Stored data
■ ■ ■ ■ ■
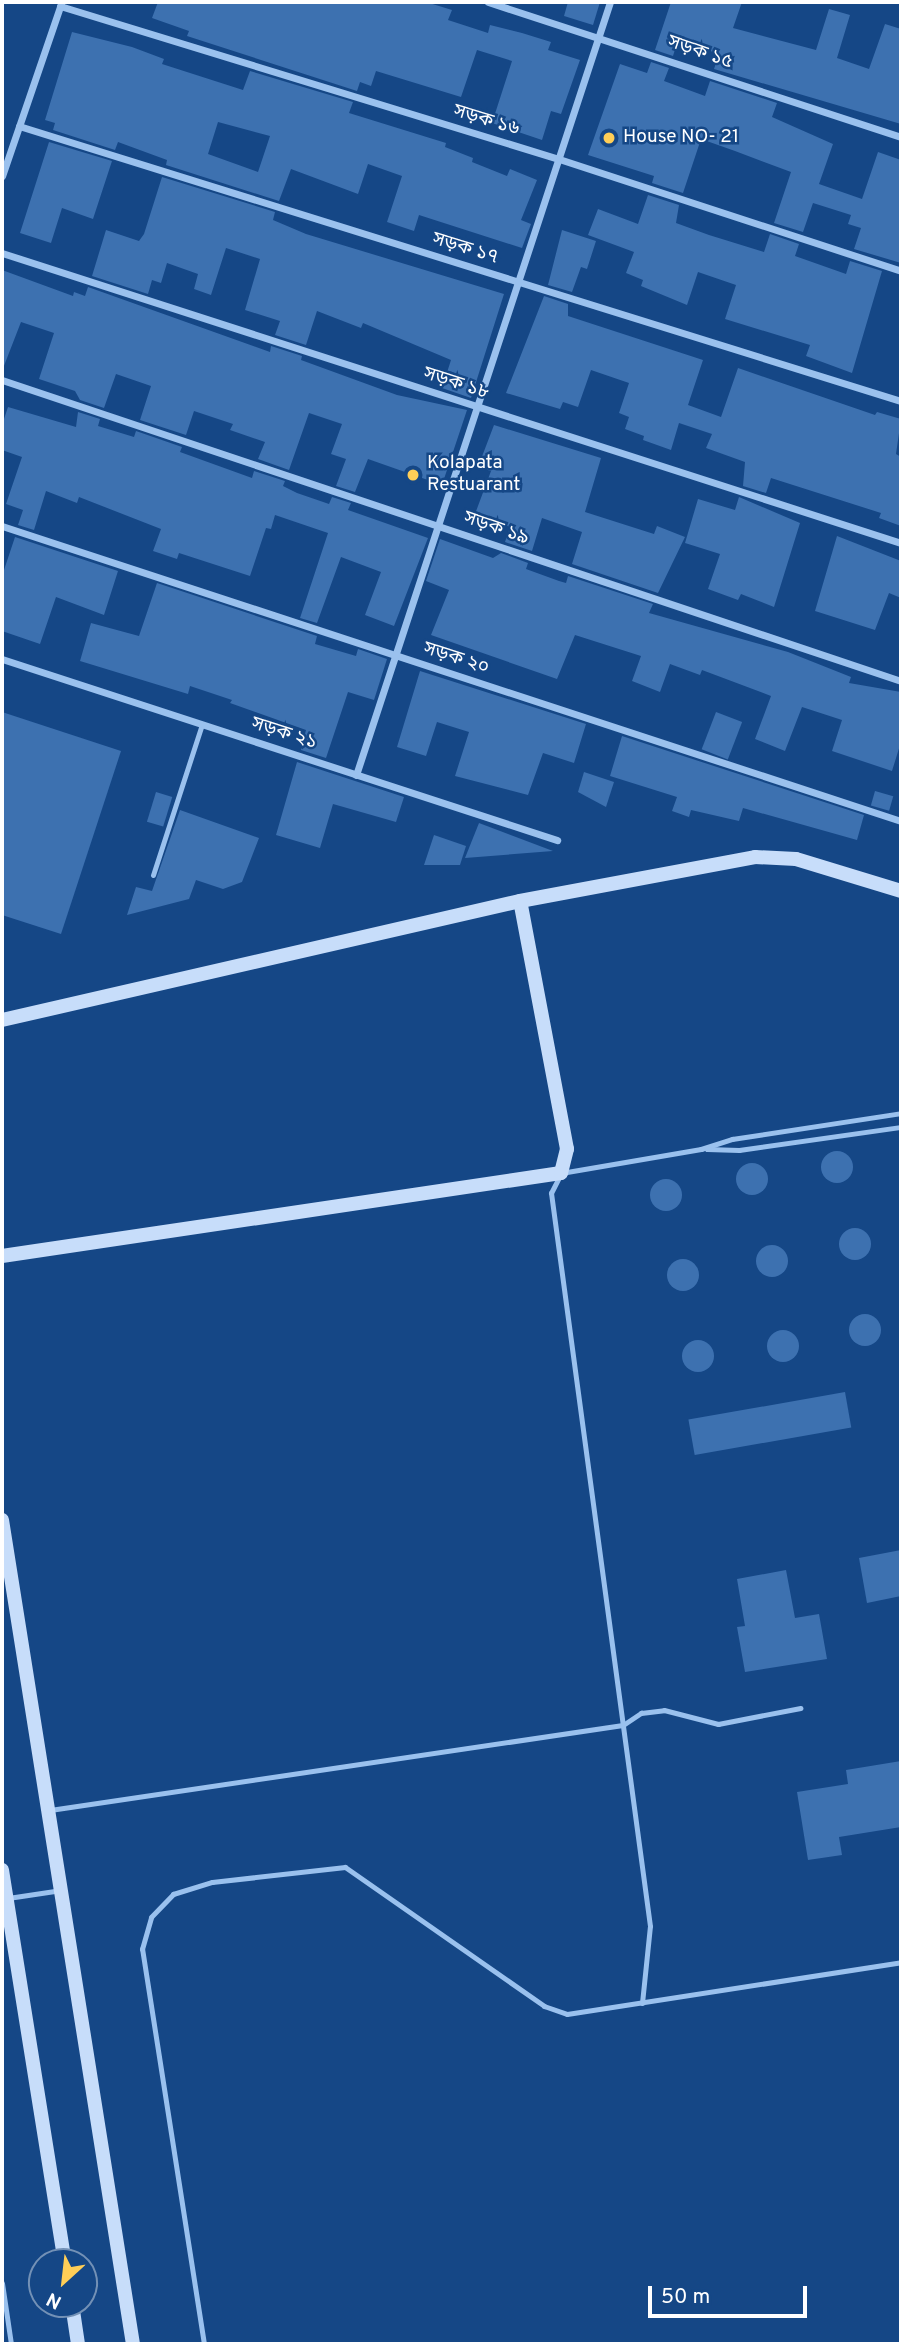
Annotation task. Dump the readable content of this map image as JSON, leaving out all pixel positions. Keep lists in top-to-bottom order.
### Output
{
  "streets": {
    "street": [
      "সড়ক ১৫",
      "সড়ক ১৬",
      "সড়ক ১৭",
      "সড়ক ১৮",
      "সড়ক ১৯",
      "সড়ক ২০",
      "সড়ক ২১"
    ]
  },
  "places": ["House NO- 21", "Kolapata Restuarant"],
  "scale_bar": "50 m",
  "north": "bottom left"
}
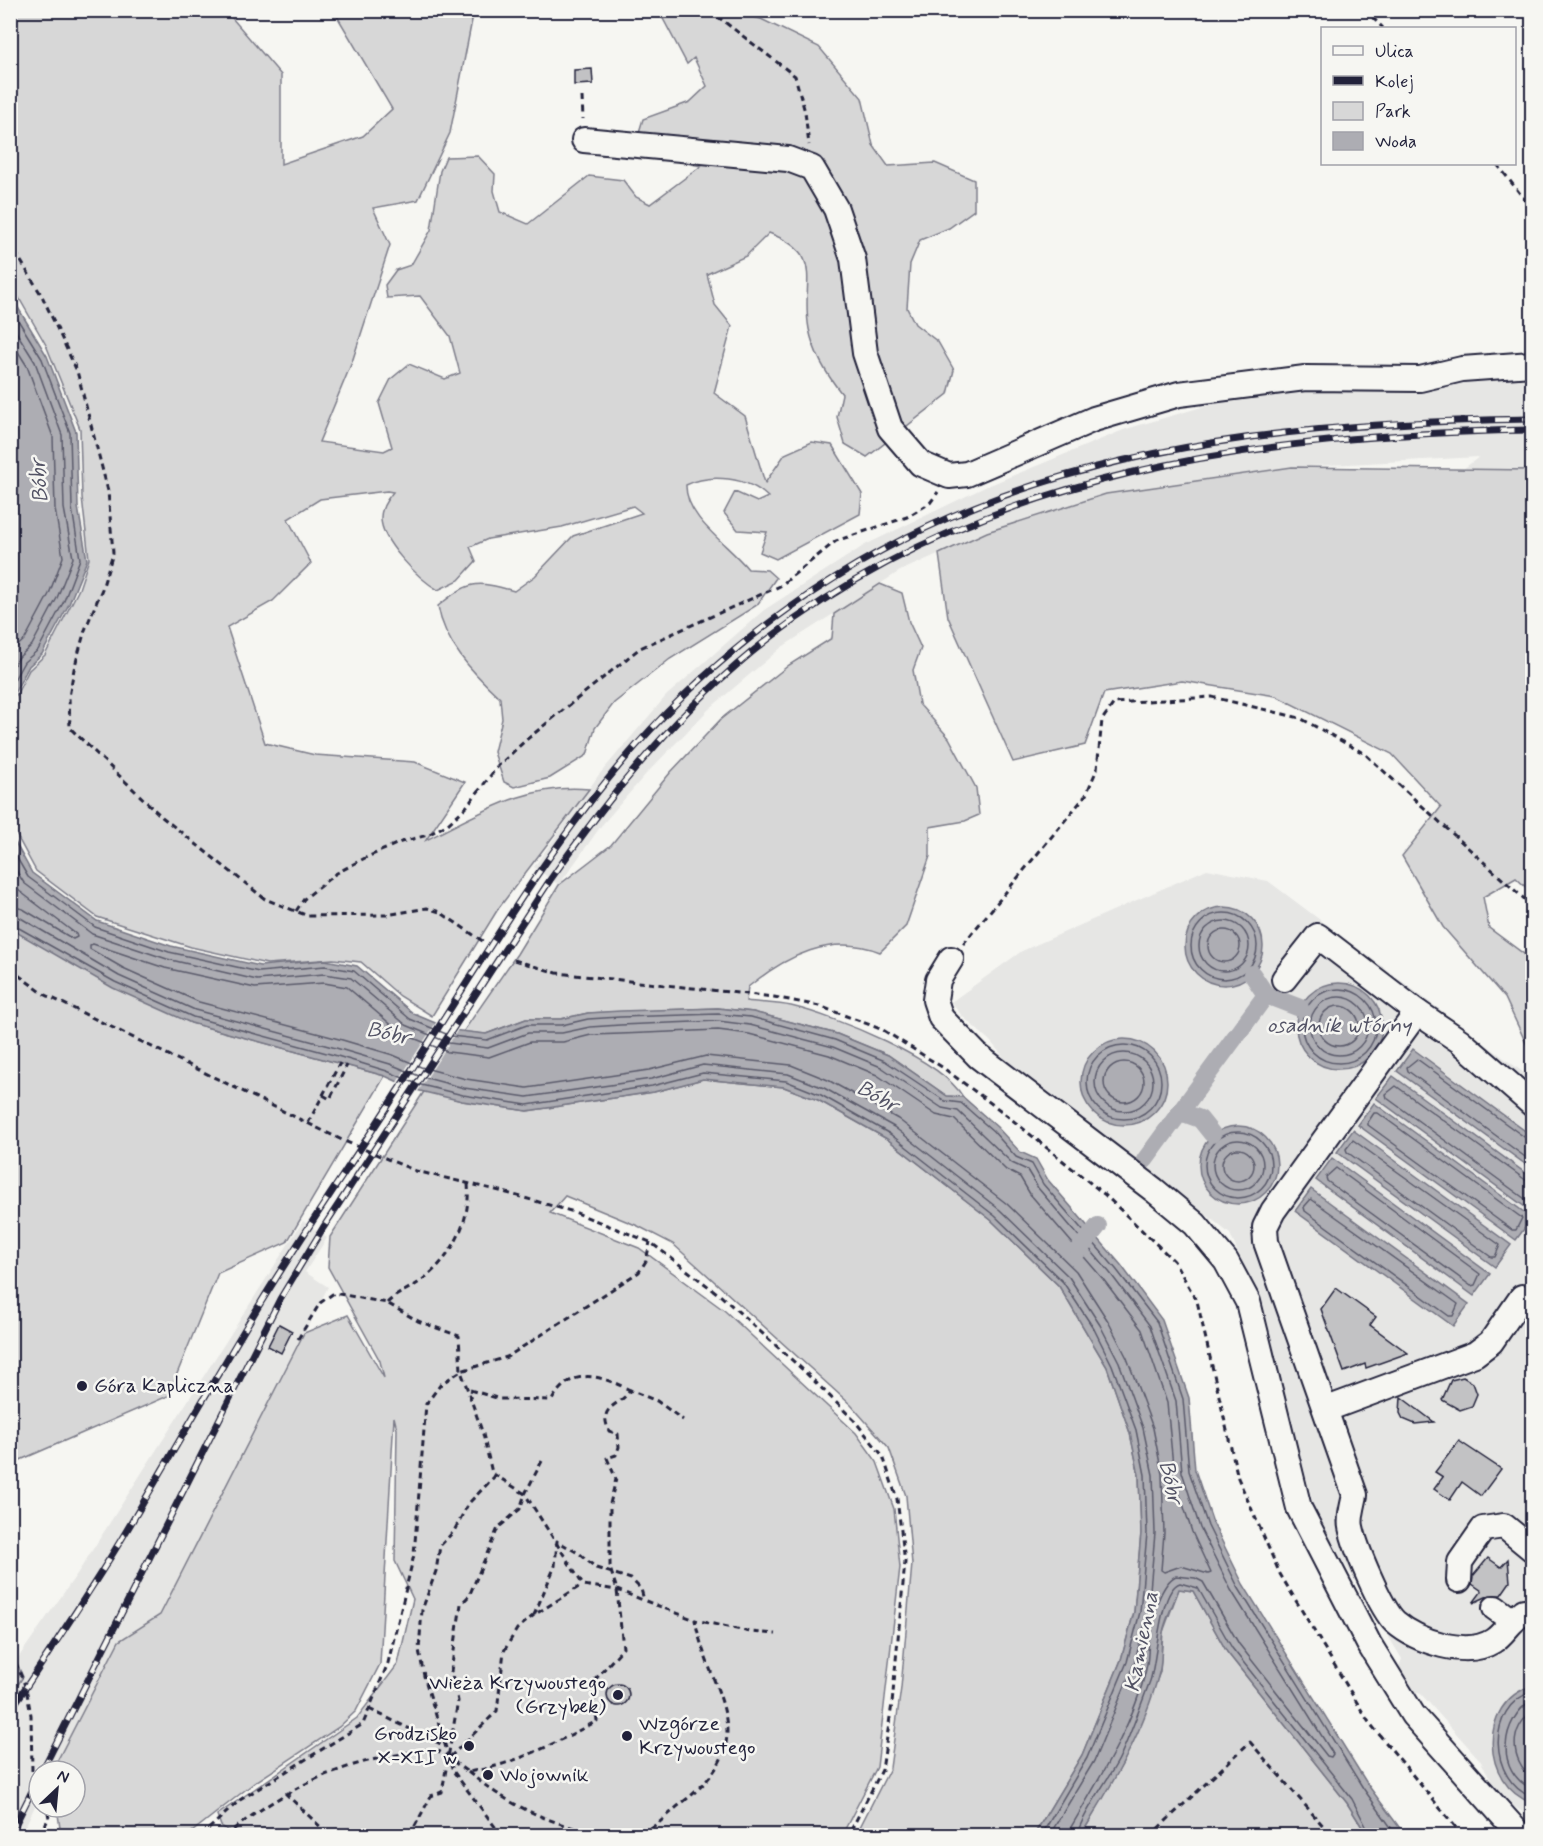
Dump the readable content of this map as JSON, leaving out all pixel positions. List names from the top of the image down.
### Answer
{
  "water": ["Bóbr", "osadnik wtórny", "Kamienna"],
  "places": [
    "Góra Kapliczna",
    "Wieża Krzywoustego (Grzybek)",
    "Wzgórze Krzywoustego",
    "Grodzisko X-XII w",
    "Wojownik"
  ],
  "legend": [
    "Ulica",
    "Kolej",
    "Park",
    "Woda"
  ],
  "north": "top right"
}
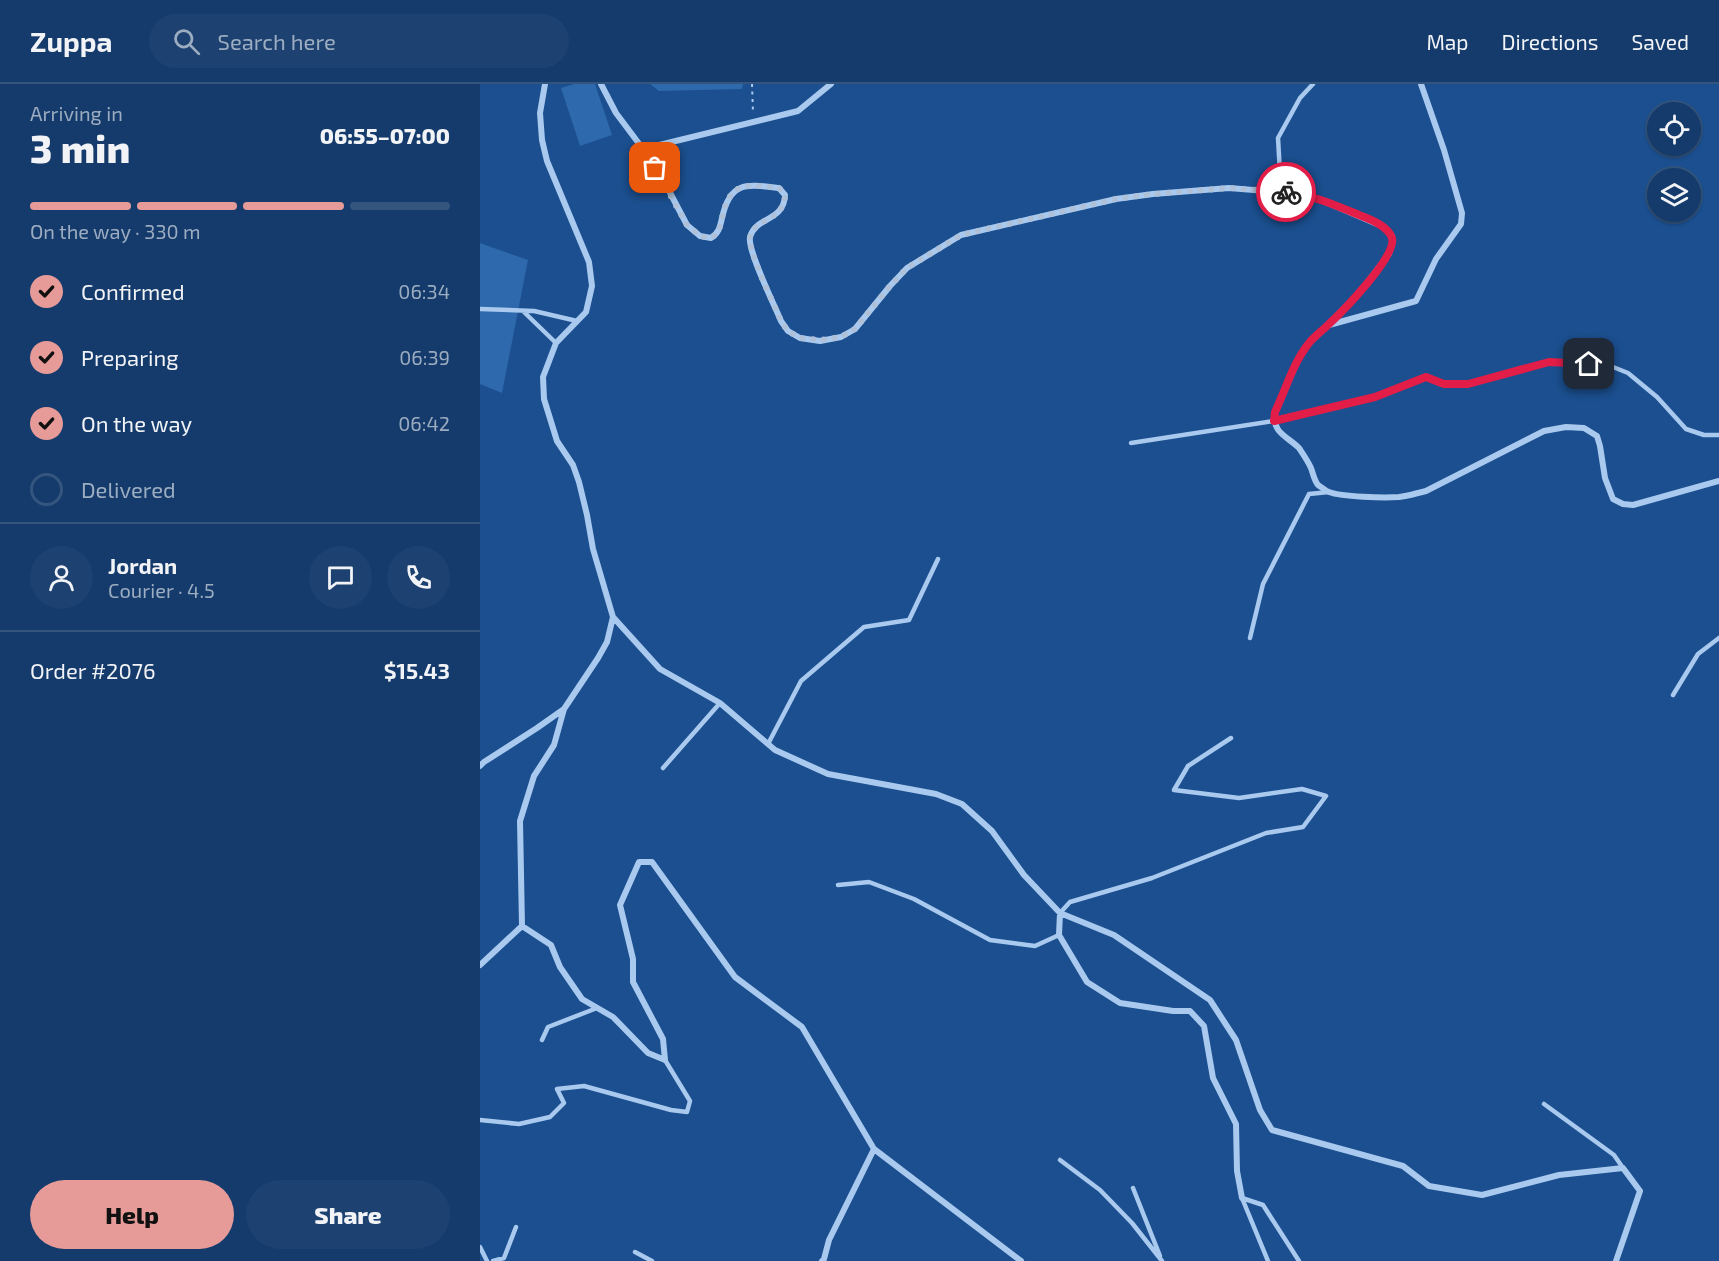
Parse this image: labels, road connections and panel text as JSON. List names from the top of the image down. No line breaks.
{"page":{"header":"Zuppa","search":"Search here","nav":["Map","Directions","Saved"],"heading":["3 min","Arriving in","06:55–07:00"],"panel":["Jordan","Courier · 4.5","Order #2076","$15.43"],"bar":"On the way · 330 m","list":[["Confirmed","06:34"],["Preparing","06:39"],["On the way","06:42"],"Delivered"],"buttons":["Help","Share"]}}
■ ■ ■ ■ ■
● **Problem details**
Return the data above in its exact wording, with none of the pictures.

● **Answer space**
Annotation task. Dump the readable content of this map image as JSON, leaving out all pixel positions. Keep lists in top-to-bottom order.
### Output
{
  "streets": {
    "street": [
      "সড়ক ১৫",
      "সড়ক ১৬",
      "সড়ক ১৭",
      "সড়ক ১৮",
      "সড়ক ১৯",
      "সড়ক ২০",
      "সড়ক ২১"
    ]
  },
  "places": ["House NO- 21", "Kolapata Restuarant"],
  "scale_bar": "50 m",
  "north": "bottom left"
}
Dump the readable content of this map as JSON, leaving out all pixel positions. List names from the top of the image down.
### Answer
{
  "water": ["Bóbr", "osadnik wtórny", "Kamienna"],
  "places": [
    "Góra Kapliczna",
    "Wieża Krzywoustego (Grzybek)",
    "Wzgórze Krzywoustego",
    "Grodzisko X-XII w",
    "Wojownik"
  ],
  "legend": [
    "Ulica",
    "Kolej",
    "Park",
    "Woda"
  ],
  "north": "top right"
}
Parse this image: labels, road connections and panel text as JSON. List names from the top of the image down. No line breaks.
{"page":{"header":"Zuppa","search":"Search here","nav":["Map","Directions","Saved"],"heading":["3 min","Arriving in","06:55–07:00"],"panel":["Jordan","Courier · 4.5","Order #2076","$15.43"],"bar":"On the way · 330 m","list":[["Confirmed","06:34"],["Preparing","06:39"],["On the way","06:42"],"Delivered"],"buttons":["Help","Share"]}}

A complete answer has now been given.